Società

In margine ai due bambini uccisi dalla mamma in  Val d’Aosta

Il ritorno di Medea

Mina



Troppo poche 48 ore per giungere alla soluzione del caso. Cinici come siamo, ci siamo sentiti defraudati del sacrosanto diritto all’ennesimo giallo estivo. Avremmo preferito i colpi di scena, le infinite indagini della polizia scientifica, il balletto degli arresti e delle scarcerazioni.


E invece no. La resa di Olga è stata quasi immediata. E forse solo nel momento in cui ha ammesso: «Sì, sono stata io ad annegare i miei bambini», la madre ha cominciato a riconciliarsi con se stessa. Innanzitutto ponendosi di fronte al suo gesto assurdo, senza nascondersi dietro l’alibi della follia. Ma nello stesso tempo quella confessione, che non possiamo ricondurre solo ad un’anomalia dell'anima, ci sbatte in faccia la
nostra fragilità, la nostra inadeguatezza. Di Olga e di tutti noi.


Il suo gesto è come l’ingrandimento macroscopico di ciò che, giorno per giorno, si consuma tra le mura delle nostre case. E anche di ciò che tenta di snaturarci, sostituendo al nostro vero volto l’astrazione di immagini esterne che ci arrivano da non sappiamo quale disegno, ma che certo ci inducono a disimparare il compito di costruire il quadro faticoso, eppure reale, della nostra esistenza.


Non capisco. Continuo a non capire. Continuo a voler non capire. Non appartengo alla schiera di quelli che, di fronte ad un omicidio qualsiasi, sanno subito individuare la molla che spinge a commettere gesti assurdi.
Non c’è perché, non c’è spiegazione razionale che consenta di aprire un varco nel labirinto dell'animo umano. Non c’è risposta alla domanda sul movente. Così continuo a non capire e non mi rassegno alle spiegazioni dei giornali. Mi sembrano troppo e, insieme, troppo poco definitive.

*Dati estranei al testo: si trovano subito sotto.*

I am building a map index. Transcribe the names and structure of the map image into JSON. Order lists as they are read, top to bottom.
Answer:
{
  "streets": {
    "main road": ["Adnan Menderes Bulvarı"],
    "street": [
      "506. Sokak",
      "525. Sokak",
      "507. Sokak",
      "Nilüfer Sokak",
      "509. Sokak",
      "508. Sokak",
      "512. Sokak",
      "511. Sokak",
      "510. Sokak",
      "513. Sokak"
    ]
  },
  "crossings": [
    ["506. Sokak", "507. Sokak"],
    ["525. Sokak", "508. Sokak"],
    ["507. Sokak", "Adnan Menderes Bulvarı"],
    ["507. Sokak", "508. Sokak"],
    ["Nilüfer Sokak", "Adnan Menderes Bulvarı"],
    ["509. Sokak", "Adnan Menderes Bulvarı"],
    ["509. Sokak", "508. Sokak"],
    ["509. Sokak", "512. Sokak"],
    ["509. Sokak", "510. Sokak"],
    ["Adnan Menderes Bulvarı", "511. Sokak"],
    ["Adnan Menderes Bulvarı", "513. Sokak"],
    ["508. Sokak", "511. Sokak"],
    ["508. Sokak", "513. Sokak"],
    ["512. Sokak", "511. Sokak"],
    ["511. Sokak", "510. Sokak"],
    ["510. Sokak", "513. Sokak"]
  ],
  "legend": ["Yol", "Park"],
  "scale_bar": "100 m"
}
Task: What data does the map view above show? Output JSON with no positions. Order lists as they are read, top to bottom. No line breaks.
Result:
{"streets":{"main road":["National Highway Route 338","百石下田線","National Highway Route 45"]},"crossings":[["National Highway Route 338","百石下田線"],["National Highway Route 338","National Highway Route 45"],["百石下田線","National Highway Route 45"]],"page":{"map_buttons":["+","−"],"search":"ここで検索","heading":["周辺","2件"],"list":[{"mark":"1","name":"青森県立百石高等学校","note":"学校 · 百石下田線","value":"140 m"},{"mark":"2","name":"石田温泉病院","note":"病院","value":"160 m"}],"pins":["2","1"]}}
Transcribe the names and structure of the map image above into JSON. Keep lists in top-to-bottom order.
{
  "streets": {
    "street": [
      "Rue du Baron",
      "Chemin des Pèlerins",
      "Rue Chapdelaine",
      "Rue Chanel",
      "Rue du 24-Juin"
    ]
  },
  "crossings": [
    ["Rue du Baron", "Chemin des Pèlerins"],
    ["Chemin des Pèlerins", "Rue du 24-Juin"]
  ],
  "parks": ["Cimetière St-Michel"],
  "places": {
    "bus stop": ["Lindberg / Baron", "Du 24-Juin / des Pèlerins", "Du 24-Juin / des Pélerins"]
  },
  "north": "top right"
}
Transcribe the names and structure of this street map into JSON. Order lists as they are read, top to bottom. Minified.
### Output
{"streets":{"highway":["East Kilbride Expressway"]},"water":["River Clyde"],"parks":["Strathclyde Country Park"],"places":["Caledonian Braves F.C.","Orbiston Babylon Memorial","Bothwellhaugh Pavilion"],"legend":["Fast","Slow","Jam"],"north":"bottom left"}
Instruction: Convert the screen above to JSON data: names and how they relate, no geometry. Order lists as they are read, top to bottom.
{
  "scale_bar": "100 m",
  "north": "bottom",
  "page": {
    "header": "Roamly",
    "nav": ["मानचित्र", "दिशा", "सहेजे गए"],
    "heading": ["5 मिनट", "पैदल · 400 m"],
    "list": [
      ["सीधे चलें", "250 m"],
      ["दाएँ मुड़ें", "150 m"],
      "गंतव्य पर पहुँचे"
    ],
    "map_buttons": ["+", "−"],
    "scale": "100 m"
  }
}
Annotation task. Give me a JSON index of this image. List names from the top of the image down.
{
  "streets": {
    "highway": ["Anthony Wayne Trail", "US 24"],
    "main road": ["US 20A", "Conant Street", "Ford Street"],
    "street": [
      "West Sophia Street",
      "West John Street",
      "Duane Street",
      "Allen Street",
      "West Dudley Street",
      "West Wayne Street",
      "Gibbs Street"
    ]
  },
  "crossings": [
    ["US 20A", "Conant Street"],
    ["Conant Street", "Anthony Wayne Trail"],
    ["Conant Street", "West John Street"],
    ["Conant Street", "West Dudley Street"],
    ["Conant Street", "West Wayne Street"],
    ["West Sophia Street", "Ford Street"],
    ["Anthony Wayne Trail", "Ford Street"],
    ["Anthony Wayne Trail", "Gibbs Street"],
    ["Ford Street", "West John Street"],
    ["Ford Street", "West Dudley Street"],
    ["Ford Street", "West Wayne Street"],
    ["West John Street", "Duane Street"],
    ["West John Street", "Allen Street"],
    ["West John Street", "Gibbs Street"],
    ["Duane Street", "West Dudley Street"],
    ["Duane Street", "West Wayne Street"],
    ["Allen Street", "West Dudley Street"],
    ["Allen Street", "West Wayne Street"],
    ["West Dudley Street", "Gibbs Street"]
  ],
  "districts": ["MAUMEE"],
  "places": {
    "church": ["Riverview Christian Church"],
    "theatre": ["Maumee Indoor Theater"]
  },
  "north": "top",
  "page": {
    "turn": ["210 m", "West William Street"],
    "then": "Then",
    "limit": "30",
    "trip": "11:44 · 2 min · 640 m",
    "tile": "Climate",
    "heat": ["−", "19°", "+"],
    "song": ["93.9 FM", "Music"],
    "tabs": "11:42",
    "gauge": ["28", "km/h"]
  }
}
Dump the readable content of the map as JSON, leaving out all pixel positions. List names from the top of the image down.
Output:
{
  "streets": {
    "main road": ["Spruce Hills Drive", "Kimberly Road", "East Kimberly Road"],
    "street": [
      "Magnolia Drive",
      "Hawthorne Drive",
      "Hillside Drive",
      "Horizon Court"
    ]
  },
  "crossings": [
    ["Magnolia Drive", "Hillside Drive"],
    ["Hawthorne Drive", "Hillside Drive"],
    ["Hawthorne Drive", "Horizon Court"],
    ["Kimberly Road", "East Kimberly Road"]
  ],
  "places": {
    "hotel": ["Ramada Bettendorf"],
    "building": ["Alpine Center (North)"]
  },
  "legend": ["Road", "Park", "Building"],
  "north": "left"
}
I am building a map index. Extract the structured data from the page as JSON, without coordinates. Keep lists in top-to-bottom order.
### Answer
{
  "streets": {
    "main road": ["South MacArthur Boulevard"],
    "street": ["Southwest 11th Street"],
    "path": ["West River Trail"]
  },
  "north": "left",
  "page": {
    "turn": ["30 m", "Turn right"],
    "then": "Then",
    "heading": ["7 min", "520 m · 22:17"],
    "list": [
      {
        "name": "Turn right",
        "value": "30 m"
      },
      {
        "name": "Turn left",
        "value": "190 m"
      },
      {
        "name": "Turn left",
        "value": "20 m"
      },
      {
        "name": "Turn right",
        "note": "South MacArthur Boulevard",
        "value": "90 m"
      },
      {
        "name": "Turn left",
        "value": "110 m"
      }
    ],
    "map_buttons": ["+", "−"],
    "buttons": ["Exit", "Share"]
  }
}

Per l’ennesima volta sono costretta ad arrendermi di fronte al terribile precipizio della distruzione, per il quale non bastano le spiegazioni psicanalitiche o psichiatriche. Forse siamo tornati al
mito perenne di Medea, che uccide i suoi figli, per vendicarsi del tradimento del marito Giasone. O forse c’è in gioco un perverso effetto imitativo, che tocca ogni rapporto. L’ha detto il sociologo Sabino Acquaviva: «E’ quasi certo che per la mamma di Aosta si tratti di emulazione. Il modello è Cogne», dove un’altra mamma, accusata, professa con forza la sua innocenza. Se così fosse, occorrerebbe chiedere a tutti, media in primis, di fare un passo indietro e di costringerci al silenzio.


Non so. Io non possiedo le chiavi del cuore, non armeggio con il bisturi dell’anima che conduce i più a proclamare d’aver capito tutto. Troppo bene conosco l’amore per i figli per rassegnarmi al fatto che la follia possa armare le mani infanticide... no infanticida è chi uccide un bambino, ma chi ammazza il figlio come si chiama? Vedi, non esiste neppure la parola....


Un’estraneità subdola, fredda e ostinata s’insinua attraverso il chiasso della società di massa.
Una frastornata indifferenza che ha origine nel cieco e demenziale sforzo di estraniarci dal nostro stesso senso. Ma, nonostante tutto, non si può vivere estranei a se stessi. Solo con questa consapevolezza ciò che è avvenuto in un caldo pomeriggio, presso un laghetto della Val d’Aosta, non è accaduto solo per la vergogna dell’uomo, ma anche per la sua salvezza.